The two most famous examples from the past that still exist today are probably QVC (Quality, Value, Convenience) and HSN (Home Shopping Network). Both were launched in the 1980s and became well-known for their quirky, 24/7 cable channels that sell products on TV and interact with select shoppers in real-time on-air. These channels often have time-limited pitches for products that include a countdown clock to drive sales, using techniques such as the Fear Of Missing Out (FOMO) to encourage purchases. The concept of FOMO was popularized by HSN and QVC long before it became a widely used term in social media.
In 2019, Amazon entered the world of home shopping channels with the introduction of Amazon Live and the Amazon Live Creator app. The app allows smaller brands to produce live programming from a mobile device to showcase their products and answer viewer questions. Unlike its cable channel competitors, Amazon Live is only accessible on the Amazon website and does not have time limits or countdown timers to pressure sales.

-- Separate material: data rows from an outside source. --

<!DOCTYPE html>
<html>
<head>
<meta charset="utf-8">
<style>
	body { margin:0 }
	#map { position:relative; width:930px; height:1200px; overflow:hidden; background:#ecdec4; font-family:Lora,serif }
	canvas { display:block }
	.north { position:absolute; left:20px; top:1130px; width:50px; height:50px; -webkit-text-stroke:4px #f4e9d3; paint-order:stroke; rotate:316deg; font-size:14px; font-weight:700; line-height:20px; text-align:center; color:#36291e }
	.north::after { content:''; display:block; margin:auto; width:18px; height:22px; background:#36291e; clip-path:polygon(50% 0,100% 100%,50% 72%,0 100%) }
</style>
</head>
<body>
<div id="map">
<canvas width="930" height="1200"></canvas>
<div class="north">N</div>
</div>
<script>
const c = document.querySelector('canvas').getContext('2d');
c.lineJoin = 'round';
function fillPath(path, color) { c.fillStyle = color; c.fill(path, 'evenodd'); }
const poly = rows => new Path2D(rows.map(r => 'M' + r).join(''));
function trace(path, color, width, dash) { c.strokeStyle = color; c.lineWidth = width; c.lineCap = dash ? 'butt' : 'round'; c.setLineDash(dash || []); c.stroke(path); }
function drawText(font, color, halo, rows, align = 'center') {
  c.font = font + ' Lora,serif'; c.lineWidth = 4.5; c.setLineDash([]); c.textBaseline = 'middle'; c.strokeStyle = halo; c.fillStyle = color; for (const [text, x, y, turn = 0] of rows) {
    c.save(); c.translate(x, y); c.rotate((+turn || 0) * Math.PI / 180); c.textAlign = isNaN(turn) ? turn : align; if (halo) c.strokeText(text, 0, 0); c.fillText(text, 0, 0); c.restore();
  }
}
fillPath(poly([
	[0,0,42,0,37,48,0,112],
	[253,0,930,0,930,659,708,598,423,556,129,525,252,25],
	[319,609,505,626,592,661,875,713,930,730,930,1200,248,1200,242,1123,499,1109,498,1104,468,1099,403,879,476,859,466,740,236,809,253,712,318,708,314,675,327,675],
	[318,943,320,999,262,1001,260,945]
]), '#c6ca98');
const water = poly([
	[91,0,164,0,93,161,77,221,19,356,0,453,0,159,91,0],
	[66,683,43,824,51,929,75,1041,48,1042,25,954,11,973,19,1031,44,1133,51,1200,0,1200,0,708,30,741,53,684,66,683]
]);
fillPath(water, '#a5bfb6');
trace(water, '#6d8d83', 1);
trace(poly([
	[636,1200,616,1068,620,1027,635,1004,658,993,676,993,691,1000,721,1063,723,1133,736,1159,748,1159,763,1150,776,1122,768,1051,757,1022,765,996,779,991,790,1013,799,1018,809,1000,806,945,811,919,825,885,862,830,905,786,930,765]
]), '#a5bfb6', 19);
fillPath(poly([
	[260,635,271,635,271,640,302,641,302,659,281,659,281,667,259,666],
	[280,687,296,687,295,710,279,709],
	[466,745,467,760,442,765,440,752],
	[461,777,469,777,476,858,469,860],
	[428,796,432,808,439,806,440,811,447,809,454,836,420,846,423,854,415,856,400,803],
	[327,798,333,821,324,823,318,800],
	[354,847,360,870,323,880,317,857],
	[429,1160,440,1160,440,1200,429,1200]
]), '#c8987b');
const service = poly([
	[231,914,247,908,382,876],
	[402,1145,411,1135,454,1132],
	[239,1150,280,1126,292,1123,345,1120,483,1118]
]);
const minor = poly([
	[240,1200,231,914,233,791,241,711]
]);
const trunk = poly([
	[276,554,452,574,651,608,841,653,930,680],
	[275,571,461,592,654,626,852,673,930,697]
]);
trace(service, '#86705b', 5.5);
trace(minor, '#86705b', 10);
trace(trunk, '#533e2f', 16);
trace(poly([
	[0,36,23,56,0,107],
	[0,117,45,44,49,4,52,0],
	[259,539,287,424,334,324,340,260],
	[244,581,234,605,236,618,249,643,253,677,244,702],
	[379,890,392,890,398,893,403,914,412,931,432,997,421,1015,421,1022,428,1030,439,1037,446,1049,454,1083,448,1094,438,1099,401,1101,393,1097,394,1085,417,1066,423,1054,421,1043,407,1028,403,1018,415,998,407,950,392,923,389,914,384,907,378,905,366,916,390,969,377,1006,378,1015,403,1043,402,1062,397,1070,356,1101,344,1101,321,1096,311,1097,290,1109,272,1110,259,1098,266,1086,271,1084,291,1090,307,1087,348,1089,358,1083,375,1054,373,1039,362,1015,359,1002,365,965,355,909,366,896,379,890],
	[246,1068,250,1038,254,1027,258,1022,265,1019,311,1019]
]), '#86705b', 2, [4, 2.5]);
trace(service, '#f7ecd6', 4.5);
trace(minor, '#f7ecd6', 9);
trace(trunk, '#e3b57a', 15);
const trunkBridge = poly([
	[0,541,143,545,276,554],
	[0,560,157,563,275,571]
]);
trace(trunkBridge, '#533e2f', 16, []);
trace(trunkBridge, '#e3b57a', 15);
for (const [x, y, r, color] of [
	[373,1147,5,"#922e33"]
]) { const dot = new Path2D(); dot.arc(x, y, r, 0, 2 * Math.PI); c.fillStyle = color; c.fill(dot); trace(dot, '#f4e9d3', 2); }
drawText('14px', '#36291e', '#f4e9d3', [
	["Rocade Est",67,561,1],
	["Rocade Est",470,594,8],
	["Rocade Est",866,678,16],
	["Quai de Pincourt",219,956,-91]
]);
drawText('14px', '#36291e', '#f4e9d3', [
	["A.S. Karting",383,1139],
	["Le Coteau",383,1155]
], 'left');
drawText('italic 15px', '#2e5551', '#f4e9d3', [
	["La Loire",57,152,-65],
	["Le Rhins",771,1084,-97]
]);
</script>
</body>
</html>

The live-streaming service offers a mix of professionally produced live shows, DIY programming, and on-demand viewing of previously aired shows.
Streaming platforms like Amazon Prime, Netflix, and Disney+ have the potential to reinvent the concept of T-Commerce. Netflix partnered with Walmart, the largest retailer in the US, to exclusively sell merchandise for popular Netflix series like Squid Game, Stranger Things, and The Witcher. Together they set up a digital sales portal called Netflix Hub, where fans can vote on merchandise items for future inclusion. While this partnership is a small step towards T-Commerce, Amazon may have the best technical capabilities to make significant sales in this area in the future. One of the major advantages Amazon has over its competitors is that it has always offered both Netflix and Walmart services, whereas its competitors only offer one or the other.
For example, Amazon Prime’s streaming service already has the X-Ray function that allows viewers to get additional information about films, including actor and music information. In the future, Amazon could incorporate direct links to its marketplace in the broadcast through the use of image recognition technology, even if it does not offer the same exact leather jacket as worn by Tom Cruise in a Mission Impossible film, it could find one that looks very similar.
Amazon has already demonstrated success with T-Commerce through its reality fashion competition program, Making the Cut (2020), hosted by Heidi Klum and Tim Gunn, which streamed on Amazon Prime. This program allowed viewers to purchase items designed by the winning contestants directly through Prime, showing Amazon’s ability to effectively handle fulfillment, a challenge that has hindered other companies who have tried T-Commerce.
The promise of T-commerce is to enhance shopping channels as well as regular TV ads by offering consumers a “One-Click, Buy It” possibility. And Amazon seems to be able to do just that.
While Netflix does not currently offer a traditional T-Commerce experience, it has experimented with integrating e-commerce into its content. For example, in 2020, Netflix released a limited series called Unsolved Mysteries that featured real-life mysteries that were still being investigated. Some of the episodes included links to websites where viewers could purchase items related to the cases being featured, such as t-shirts or books.